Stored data
──────────

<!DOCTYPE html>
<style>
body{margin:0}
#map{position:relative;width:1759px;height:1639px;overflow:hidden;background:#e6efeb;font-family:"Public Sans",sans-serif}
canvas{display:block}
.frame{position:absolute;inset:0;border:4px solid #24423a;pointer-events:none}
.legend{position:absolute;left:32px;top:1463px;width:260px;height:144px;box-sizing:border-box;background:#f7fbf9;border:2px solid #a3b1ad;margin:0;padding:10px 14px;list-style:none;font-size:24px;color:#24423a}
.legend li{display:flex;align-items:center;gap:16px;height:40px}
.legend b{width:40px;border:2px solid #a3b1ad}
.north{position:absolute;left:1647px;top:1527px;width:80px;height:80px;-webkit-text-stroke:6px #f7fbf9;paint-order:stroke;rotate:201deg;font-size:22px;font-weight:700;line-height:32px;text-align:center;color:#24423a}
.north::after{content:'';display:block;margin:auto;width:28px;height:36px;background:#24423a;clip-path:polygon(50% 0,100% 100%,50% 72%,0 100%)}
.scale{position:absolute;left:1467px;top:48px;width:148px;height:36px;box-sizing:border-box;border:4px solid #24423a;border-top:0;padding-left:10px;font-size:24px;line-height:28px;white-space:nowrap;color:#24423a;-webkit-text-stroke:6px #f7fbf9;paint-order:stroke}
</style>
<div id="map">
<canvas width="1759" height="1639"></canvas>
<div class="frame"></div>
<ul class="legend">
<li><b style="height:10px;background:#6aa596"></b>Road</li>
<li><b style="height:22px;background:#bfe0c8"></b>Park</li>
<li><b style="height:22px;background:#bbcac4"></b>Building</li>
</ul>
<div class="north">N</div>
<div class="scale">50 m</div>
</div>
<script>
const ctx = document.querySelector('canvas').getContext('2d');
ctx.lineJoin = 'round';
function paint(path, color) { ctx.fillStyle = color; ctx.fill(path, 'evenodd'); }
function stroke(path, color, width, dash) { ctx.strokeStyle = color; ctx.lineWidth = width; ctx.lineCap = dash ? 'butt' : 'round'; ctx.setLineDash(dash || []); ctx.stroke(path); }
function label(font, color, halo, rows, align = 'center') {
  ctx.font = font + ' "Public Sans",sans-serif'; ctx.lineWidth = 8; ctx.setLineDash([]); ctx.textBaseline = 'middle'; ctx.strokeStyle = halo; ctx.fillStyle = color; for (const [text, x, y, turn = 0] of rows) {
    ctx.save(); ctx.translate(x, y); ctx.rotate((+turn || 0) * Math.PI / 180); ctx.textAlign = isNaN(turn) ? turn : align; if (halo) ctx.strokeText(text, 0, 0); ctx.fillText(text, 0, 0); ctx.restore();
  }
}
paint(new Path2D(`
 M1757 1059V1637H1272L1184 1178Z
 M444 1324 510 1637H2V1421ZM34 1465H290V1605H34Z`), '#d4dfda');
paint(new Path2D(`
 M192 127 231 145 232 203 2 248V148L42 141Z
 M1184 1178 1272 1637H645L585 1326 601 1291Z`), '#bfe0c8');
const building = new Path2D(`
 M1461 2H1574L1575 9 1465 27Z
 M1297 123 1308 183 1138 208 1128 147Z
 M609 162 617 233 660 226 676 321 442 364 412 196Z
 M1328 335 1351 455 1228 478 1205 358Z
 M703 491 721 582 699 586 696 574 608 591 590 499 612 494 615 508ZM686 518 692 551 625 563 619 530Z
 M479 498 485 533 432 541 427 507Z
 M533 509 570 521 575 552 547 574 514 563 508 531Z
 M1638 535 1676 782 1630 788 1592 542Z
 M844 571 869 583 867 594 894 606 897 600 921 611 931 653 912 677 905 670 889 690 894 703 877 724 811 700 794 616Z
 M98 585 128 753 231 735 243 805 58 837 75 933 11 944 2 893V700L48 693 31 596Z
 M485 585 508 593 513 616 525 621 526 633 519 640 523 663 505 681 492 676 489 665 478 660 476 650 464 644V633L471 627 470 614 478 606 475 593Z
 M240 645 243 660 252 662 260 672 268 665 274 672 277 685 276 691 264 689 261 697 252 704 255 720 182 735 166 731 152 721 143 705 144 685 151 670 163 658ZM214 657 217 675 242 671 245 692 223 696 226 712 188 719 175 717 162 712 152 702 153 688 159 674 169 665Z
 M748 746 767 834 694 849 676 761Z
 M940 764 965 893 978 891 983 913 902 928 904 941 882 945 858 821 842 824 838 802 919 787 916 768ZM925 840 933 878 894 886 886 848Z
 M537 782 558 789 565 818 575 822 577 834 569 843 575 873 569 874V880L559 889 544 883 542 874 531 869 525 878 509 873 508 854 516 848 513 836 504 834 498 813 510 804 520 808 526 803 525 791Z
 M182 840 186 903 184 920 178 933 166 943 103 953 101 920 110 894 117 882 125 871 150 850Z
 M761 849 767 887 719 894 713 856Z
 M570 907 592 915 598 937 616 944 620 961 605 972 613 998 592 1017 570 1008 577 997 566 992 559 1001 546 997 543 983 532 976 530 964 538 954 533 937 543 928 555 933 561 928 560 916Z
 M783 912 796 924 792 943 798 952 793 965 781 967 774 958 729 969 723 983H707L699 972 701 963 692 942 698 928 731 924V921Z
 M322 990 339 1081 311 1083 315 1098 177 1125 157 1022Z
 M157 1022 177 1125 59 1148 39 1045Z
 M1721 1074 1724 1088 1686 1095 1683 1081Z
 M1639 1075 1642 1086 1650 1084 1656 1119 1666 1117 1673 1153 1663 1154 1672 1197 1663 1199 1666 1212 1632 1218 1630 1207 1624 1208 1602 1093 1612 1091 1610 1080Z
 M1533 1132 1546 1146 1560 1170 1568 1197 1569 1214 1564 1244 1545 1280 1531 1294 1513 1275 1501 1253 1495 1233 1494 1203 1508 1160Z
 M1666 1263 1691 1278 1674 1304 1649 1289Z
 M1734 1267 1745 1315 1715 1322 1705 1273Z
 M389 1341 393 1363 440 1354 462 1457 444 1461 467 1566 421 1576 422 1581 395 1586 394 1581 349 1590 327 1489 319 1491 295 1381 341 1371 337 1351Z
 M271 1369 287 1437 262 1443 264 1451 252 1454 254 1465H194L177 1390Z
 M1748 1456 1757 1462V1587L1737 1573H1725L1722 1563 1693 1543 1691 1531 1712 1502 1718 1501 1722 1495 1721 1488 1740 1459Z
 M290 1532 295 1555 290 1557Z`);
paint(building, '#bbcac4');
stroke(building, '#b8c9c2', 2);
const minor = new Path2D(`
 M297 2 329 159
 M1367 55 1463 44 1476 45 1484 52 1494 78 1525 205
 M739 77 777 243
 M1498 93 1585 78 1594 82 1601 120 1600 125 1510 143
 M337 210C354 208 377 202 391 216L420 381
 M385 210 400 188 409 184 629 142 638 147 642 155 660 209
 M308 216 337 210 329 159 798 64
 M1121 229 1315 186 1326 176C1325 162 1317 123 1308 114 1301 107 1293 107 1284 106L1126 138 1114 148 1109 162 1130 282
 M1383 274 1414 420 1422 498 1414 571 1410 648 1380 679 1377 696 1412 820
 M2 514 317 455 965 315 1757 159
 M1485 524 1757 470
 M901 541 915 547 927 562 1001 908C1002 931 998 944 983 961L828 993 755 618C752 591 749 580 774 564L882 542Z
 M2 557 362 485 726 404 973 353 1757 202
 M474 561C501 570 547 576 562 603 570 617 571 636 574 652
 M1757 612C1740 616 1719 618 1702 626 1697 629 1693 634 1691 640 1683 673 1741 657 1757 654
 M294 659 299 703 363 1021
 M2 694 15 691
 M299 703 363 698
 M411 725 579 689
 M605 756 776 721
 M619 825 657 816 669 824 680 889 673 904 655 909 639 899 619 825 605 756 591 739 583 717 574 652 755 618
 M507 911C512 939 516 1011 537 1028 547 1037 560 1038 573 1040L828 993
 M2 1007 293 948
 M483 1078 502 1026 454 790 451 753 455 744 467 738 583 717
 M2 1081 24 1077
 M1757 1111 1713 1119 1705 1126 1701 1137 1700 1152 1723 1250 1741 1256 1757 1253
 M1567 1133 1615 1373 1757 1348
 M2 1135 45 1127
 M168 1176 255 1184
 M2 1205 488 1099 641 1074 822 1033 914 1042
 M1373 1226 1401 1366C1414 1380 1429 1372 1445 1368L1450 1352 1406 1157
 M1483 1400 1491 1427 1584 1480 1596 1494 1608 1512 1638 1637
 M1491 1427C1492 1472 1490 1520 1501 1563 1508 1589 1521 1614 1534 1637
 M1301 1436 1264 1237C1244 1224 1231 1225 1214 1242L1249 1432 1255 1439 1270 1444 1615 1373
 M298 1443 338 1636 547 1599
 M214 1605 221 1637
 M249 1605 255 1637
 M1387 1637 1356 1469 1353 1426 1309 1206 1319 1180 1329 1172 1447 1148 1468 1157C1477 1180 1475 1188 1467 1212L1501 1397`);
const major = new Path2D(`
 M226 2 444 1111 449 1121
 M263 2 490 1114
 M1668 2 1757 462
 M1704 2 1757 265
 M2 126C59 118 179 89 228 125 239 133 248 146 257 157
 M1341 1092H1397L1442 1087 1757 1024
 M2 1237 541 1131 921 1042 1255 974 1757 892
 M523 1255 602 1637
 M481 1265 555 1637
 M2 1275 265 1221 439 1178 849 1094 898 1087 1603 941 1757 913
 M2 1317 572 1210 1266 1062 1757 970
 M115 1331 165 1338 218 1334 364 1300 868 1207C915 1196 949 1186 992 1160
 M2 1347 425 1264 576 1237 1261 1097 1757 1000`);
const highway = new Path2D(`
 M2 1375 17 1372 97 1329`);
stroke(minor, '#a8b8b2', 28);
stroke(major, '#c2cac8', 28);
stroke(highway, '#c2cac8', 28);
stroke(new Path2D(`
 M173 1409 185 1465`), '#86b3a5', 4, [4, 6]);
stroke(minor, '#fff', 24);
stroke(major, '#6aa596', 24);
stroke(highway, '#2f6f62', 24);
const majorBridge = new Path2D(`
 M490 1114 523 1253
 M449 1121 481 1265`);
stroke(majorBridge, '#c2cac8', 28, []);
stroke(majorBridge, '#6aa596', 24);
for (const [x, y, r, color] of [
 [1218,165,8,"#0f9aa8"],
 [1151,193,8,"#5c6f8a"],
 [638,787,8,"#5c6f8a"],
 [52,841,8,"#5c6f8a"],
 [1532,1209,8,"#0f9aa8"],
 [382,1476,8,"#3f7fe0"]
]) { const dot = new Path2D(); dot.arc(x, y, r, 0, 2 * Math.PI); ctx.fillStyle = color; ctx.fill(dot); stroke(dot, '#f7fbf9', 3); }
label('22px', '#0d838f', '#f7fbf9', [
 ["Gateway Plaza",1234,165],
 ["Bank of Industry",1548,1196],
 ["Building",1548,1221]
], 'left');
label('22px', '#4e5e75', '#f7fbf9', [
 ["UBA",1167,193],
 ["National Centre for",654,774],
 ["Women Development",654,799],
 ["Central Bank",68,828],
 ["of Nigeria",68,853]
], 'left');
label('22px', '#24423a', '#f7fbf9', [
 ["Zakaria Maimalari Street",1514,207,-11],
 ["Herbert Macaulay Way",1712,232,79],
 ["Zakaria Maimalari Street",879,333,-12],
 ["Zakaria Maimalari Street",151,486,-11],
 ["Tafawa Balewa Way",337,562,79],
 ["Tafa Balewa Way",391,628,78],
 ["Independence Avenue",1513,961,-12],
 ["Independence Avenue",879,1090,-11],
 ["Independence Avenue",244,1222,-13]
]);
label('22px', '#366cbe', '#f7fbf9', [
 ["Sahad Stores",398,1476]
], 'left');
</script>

──────────

* Task to carry out *
Copy out the lines above that hold the string "strokeStyle".

* Response *
function stroke(path, color, width, dash) { ctx.strokeStyle = color; ctx.lineWidth = width; ctx.lineCap = dash ? 'butt' : 'round'; ctx.setLineDash(dash || []); ctx.stroke(path); }
  ctx.font = font + ' "Public Sans",sans-serif'; ctx.lineWidth = 8; ctx.setLineDash([]); ctx.textBaseline = 'middle'; ctx.strokeStyle = halo; ctx.fillStyle = color; for (const [text, x, y, turn = 0] of rows) {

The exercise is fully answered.